2023
Cairn
Wolfgang Krieger, « L’État de droit et la politique de renseignement en Allemagne », Études françaises de renseignement et de cyber, ID : 10670/1.2brrqv
La politique allemande de renseignement est-elle marquée par le sceau du « Sonderweg » (l’exception) ? Étroitement contrôlés, les services allemands pâtissent pourtant de l’un des plus faibles taux de confiance en Europe. Second paradoxe, alors que leurs budgets augmentent, les services brillent par leur absence au sein de la « stratégie de sécurité nationale » du gouvernement fédéral rendue publique en 2021. Ce positionnement bancal résulte de plusieurs composantes. La première est historique : le renseignement n’a jamais constitué un élément clé pour la survie de la nation allemande. En outre, la présence des forces américaines depuis les années 1950 n’a pas incité à renforcer le dispositif de renseignement. La seconde est politique : chaque acteur politique souhaite appliquer sa marque sur la question du renseignement, véritable précipité des rapports de pouvoir. Les Länder ont ainsi imposé une gouvernance éclatée du renseignement intérieur. La loi sur le renseignement extérieur en 2016, marquée par le traumatisme de l’affaire Snowden (2013), a réaffirmé les pouvoirs de la commission de contrôle parlementaire (PKGr).
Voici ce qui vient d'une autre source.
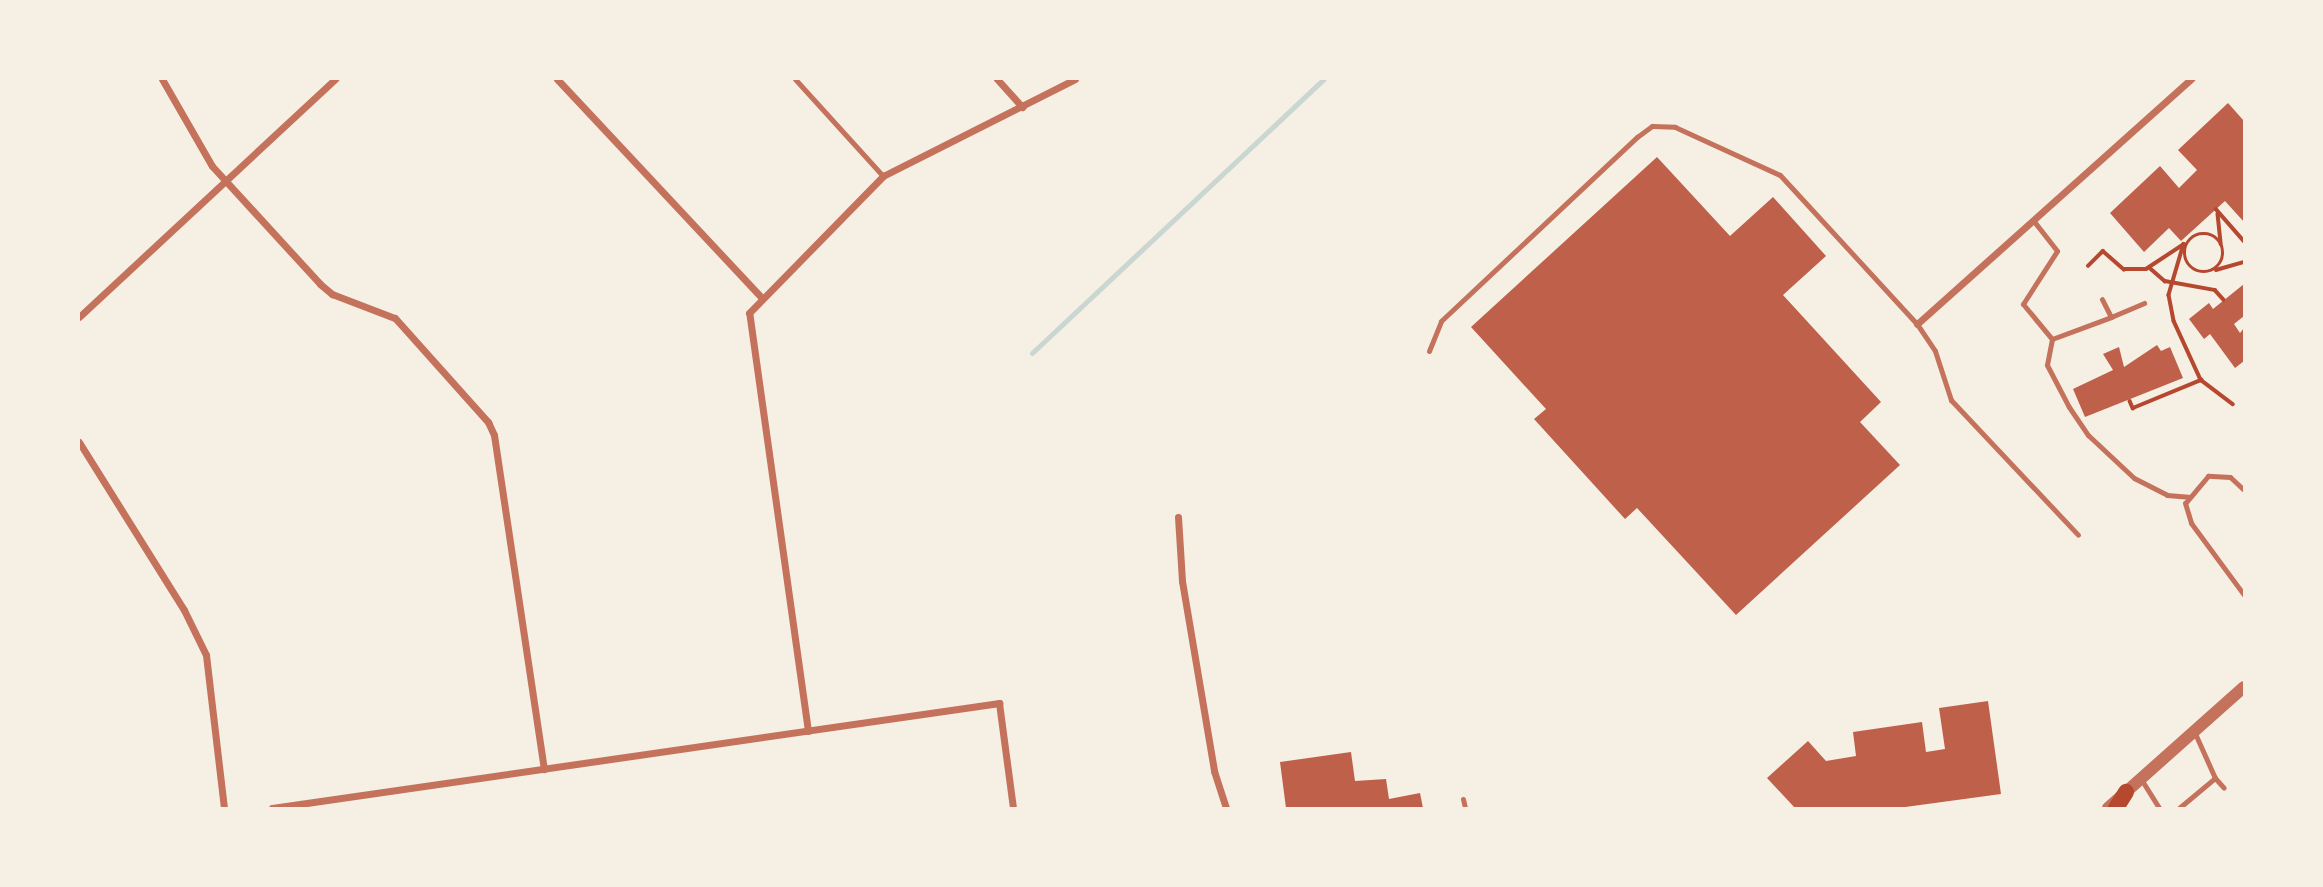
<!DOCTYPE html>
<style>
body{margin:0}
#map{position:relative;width:2323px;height:887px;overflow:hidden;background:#f6efe4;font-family:"PT Sans Narrow",sans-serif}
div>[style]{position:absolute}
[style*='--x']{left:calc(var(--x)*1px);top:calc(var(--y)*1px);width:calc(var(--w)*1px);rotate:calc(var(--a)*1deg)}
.stream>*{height:5px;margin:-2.5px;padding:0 2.5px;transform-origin:2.5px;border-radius:2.5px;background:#c9d6d2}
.building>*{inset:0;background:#bf614a}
.path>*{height:3.5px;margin:-1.75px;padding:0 1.75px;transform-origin:1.75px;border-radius:1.75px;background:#b5482f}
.path>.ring{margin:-1.75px;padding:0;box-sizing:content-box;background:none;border:3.5px solid #b5482f;border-radius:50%}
.service>*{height:5px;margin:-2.5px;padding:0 2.5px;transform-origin:2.5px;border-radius:2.5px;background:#c5725c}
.minor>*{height:7px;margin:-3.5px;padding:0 3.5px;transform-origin:3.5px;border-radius:3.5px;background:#c5725c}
.tertiary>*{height:12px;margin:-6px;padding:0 6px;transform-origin:6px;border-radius:6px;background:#c5725c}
.primary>*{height:16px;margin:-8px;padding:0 8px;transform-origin:8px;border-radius:8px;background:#b5482f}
span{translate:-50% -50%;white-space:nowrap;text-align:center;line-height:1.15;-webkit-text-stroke:6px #f6efe4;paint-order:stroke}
.frame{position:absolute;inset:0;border:80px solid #f6efe4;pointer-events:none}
</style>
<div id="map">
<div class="stream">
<i style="--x:1032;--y:353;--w:400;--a:-43.2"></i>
</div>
<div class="building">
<i style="clip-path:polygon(2228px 103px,2244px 121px,2244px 222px,2225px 201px,2181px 241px,2169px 228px,2144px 252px,2110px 213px,2160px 166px,2179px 188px,2197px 170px,2178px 150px)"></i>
<i style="clip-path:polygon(1657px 157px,1730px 236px,1773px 197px,1826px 256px,1783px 295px,1881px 402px,1860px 422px,1900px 465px,1736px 615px,1637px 508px,1625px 519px,1534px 419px,1546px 409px,1471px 327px)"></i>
<i style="clip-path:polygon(2244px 284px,2244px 316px,2234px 324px,2240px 333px,2244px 328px,2244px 361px,2235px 368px,2210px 334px,2204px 339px,2189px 319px,2209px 303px,2213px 309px)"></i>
<i style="clip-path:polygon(2157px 345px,2161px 351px,2170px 347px,2183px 378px,2085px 417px,2073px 389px,2113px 370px,2103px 354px,2119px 347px,2124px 367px)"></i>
<i style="clip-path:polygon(1988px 701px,2001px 794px,1898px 808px,1795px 808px,1767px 778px,1808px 741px,1826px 761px,1856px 756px,1853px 732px,1922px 722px,1926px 752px,1945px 749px,1939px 708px)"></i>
<i style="clip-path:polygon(1351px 752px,1355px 781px,1386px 779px,1389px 799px,1420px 793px,1423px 808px,1286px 808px,1280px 762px)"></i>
</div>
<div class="path">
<i style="--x:2216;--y:209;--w:43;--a:48.8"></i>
<i style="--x:2218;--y:214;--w:30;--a:84"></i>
<i class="ring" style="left:2185px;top:234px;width:34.5px;height:34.5px"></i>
<i style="--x:2088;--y:266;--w:21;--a:-45"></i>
<i style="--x:2103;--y:251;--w:28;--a:41"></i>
<i style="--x:2124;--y:269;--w:22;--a:0"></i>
<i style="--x:2146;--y:269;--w:45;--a:-33.3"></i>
<i style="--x:2184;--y:244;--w:53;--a:106.4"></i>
<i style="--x:2169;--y:295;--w:26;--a:79"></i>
<i style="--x:2174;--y:321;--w:65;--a:65.4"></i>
<i style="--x:2201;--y:380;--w:40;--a:37"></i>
<i style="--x:2150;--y:268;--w:20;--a:41"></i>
<i style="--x:2165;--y:281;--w:51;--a:10.2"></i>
<i style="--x:2215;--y:290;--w:13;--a:48"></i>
<i style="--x:2216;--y:270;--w:29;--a:-16"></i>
<i style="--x:2130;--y:401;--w:8;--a:67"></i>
<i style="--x:2133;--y:408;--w:74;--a:-22.4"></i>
</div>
<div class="service">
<i style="--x:795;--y:79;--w:131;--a:47.8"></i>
<i style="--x:2033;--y:220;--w:39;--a:52"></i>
<i style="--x:2057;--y:251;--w:63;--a:122.7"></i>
<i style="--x:2023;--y:304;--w:45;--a:50.4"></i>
<i style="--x:2052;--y:339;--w:26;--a:101"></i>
<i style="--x:2047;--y:365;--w:47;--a:62.4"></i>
<i style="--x:2069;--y:407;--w:34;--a:56"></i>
<i style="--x:2088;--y:435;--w:63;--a:43.1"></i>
<i style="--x:2134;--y:478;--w:37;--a:27"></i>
<i style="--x:2167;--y:495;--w:21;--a:5"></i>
<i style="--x:2111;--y:317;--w:36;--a:-23"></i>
<i style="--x:2052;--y:339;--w:63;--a:-20.4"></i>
<i style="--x:2111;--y:317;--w:20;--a:-117"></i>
<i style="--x:1429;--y:351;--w:32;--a:-68"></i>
<i style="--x:1441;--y:321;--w:269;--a:-43.2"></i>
<i style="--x:1637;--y:137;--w:19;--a:-36"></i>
<i style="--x:1652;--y:126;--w:23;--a:2"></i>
<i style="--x:1675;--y:127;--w:115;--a:24.6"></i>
<i style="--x:1780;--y:175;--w:202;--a:47.4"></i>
<i style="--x:1917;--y:324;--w:32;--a:56"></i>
<i style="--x:1935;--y:351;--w:52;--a:71.9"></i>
<i style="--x:1951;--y:400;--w:185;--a:46.7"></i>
<i style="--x:2244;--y:490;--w:19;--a:-137"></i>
<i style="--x:2230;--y:477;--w:22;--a:-177"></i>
<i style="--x:2208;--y:476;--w:35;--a:130"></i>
<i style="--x:2185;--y:503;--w:21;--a:73"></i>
<i style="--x:2191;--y:523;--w:89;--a:53.6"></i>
<i style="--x:2215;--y:778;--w:13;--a:48"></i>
<i style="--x:2141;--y:779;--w:34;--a:58"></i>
<i style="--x:1463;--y:799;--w:9;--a:77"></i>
<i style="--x:2179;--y:808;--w:47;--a:-39.8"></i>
<i style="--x:2215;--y:778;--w:51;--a:-114.1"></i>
</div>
<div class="minor">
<i style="--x:162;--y:79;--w:100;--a:60.1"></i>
<i style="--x:212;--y:166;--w:160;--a:47.5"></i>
<i style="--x:320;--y:284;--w:16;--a:40"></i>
<i style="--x:332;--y:294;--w:67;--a:20.9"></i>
<i style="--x:395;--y:318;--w:140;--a:48.2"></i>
<i style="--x:488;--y:422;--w:14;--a:65"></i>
<i style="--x:494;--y:435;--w:338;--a:81.5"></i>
<i style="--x:557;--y:79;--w:299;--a:46.9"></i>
<i style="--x:997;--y:79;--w:38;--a:48"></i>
<i style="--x:79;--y:317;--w:350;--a:-42.9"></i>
<i style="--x:1917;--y:324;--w:368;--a:-41.8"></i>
<i style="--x:79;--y:442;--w:198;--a:58"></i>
<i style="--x:184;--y:610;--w:50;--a:63.9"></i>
<i style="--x:206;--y:655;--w:154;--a:83.3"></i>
<i style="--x:1178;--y:517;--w:64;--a:86.4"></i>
<i style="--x:1182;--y:581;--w:193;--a:80.4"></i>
<i style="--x:1214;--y:771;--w:39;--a:72"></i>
<i style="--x:808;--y:731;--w:422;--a:-98"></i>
<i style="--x:749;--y:313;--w:192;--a:-45.6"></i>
<i style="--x:883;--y:176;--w:215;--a:-26.8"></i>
<i style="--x:272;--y:808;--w:735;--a:-8.22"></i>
<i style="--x:999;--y:703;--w:106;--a:82.4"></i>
</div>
<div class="tertiary">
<i style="--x:2108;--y:808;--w:182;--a:-41.7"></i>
</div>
<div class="primary">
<i style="--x:2116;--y:808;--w:19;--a:-58"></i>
</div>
<div class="frame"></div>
</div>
Enfin, le poids de la Cour constitutionnelle est majeur dans l’encadrement strict des services ; elle a ainsi percuté la mise en œuvre des capacités de surveillance électronique. De fait, le renseignement se glisse au cœur des débats politiques, certains journalistes et responsables politiques estimant une réforme indispensable pour bâtir une puissance en la matière à la hauteur du pays.